I thank my right hon. Friend for that answer. As he knows, the most recent G8 summit made a number of commitments to the continent of Africa, which was itself a tribute to our Prime Minister, including the training of 75,000 African troops in peacekeeping skills by 2010. In the Prime Minister's statement to the House last week, he said that our contribution would be those 17,000 troops. Does my right hon. Friend the Minister agree that British troops are among the best in the world not only at fighting but at peacekeeping and that it is thus entirely appropriate—
I cannot disagree with a word that my hon. Friend said. He made a strong point about the role played by our troops when they are called on to fight wars, wherever that may be; they have been thus engaged in Africa, the Balkans, Afghanistan, Iraq and elsewhere in recent years. However, one of their key attributes is that they play a peacekeeping role, too, and that is what we want to impart in nations where we have a presence. The Prime Minister has made clear his commitment to Africa and it is salutary for us to see how deep the problem is in that continent, where 20 countries and 20 per cent. of the population are affected by conflict; about 10 million African people have been uprooted from their homes owing to conflict. Everything that we do in trying to build that peacekeeping role will help immeasurably in finding solutions to those difficult problems.
For obvious reasons, that sort of activity is welcomed on both sides of the House, but can the Minister of State tell us how it will be affected by the situation at the cornerstone of infantry training, Warminster, which has been stripped of its demonstration battalion because of overstretch?
The hon. Gentleman is treading into a completely different area. I do not agree with his assertion that we shall not be able to deliver the objectives we have set out. My response to my hon. Friend Mr. Kidney, whose question highlighted our expertise in that area, showed that we have not lost that expertise. We still have that capability and we shall continue using it to best effect in Africa and wherever we have peacekeeping missions.

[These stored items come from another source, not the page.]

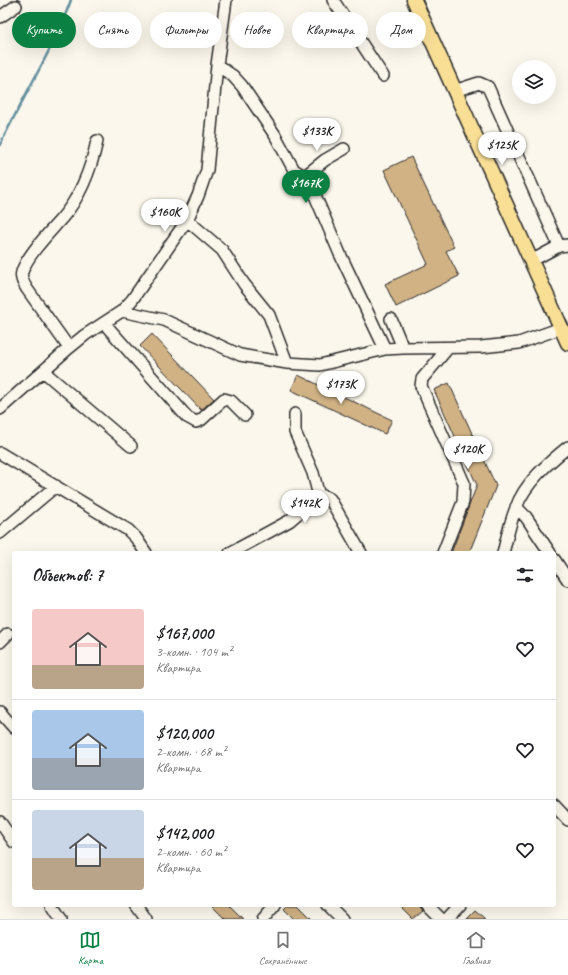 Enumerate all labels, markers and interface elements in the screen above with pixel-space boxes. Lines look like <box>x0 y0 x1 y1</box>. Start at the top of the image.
chip: Купить <box>12 12 76 48</box>
chip: Снять <box>84 12 142 48</box>
chip: Фильтры <box>150 12 222 48</box>
chip: Новое <box>230 12 284 48</box>
chip: Квартира <box>292 12 368 48</box>
chip: Дом <box>376 12 426 48</box>
map controls <box>512 60 556 104</box>
button: layers <box>512 60 556 104</box>
pin: $133K <box>289 118 345 152</box>
text: $133K <box>302 123 332 139</box>
pin: $125K <box>474 132 530 166</box>
text: $125K <box>487 137 517 153</box>
pin: $167K <box>278 170 334 204</box>
text: $167K <box>291 175 321 191</box>
pin: $160K <box>137 199 193 233</box>
text: $160K <box>150 204 180 220</box>
pin: $173K <box>313 371 369 405</box>
text: $173K <box>326 376 356 392</box>
pin: $120K <box>440 436 496 470</box>
text: $120K <box>453 441 483 457</box>
pin: $142K <box>277 490 333 524</box>
text: $142K <box>290 495 320 511</box>
icon: filters <box>514 564 536 586</box>
text: Объектов: 7 <box>32 565 103 586</box>
text: $167,000 <box>156 623 213 644</box>
icon: home <box>64 625 112 673</box>
icon: heart <box>514 638 536 660</box>
text: 3-комн. · 104 m² <box>156 644 232 660</box>
text: Квартира <box>156 660 200 676</box>
text: $120,000 <box>156 723 213 744</box>
icon: home <box>64 726 112 774</box>
icon: heart <box>514 739 536 761</box>
text: 2-комн. · 68 m² <box>156 744 226 760</box>
text: Квартира <box>156 760 200 776</box>
text: $142,000 <box>156 823 213 844</box>
icon: home <box>64 826 112 874</box>
icon: heart <box>514 839 536 861</box>
text: 2-комн. · 60 m² <box>156 844 226 860</box>
text: Квартира <box>156 860 200 876</box>
tab: Карта <box>78 929 103 967</box>
tab: Сохранённые <box>259 929 307 967</box>
tab: Главная <box>462 929 490 967</box>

Given the British armed forces' globally recognised expertise in engineering and logistics units, is my right hon. Friend able to say whether those key skills, which would be of great benefit, particularly on the African continent, will be shared with the 17,000 African troops undergoing training?

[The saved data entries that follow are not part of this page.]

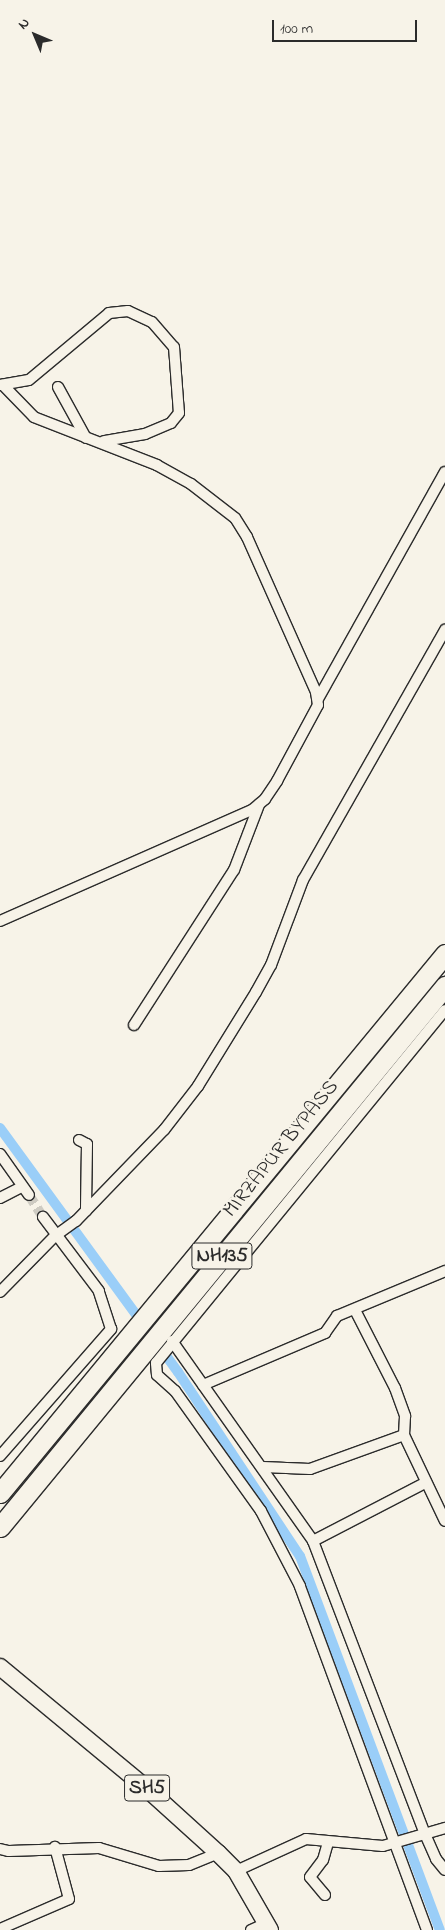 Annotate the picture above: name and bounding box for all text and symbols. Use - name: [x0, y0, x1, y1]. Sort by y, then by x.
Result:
- north arrow: [10, 10, 60, 60]
- scale bar: [275, 10, 420, 42]
- text: N: [13, 13, 35, 35]
- text: 100 m: [280, 18, 313, 40]
- street label: MIRZAPUR BYPASS: [218, 1075, 344, 1223]
- road number: NH135: [191, 1238, 253, 1274]
- road number: SH5: [123, 1770, 171, 1806]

I cannot give a specific answer, because we would primarily seek to get volume capabilities to deal with some of the very big issues that we must face in Africa—I recounted the depth and extent of the problem there—but clearly one of the areas where we must grow capability is in that type of sustainability and very positive reconstruction role. A lot will depend on what the African countries want to put into that training approach as well. So we stand ready to deal with anything in a progressive and constructive way to assist in that reconstruction. My hon. Friend is right: that is an important area. It is another area where we excel, and we must always consider how we can impart that knowledge to those nations that we are training.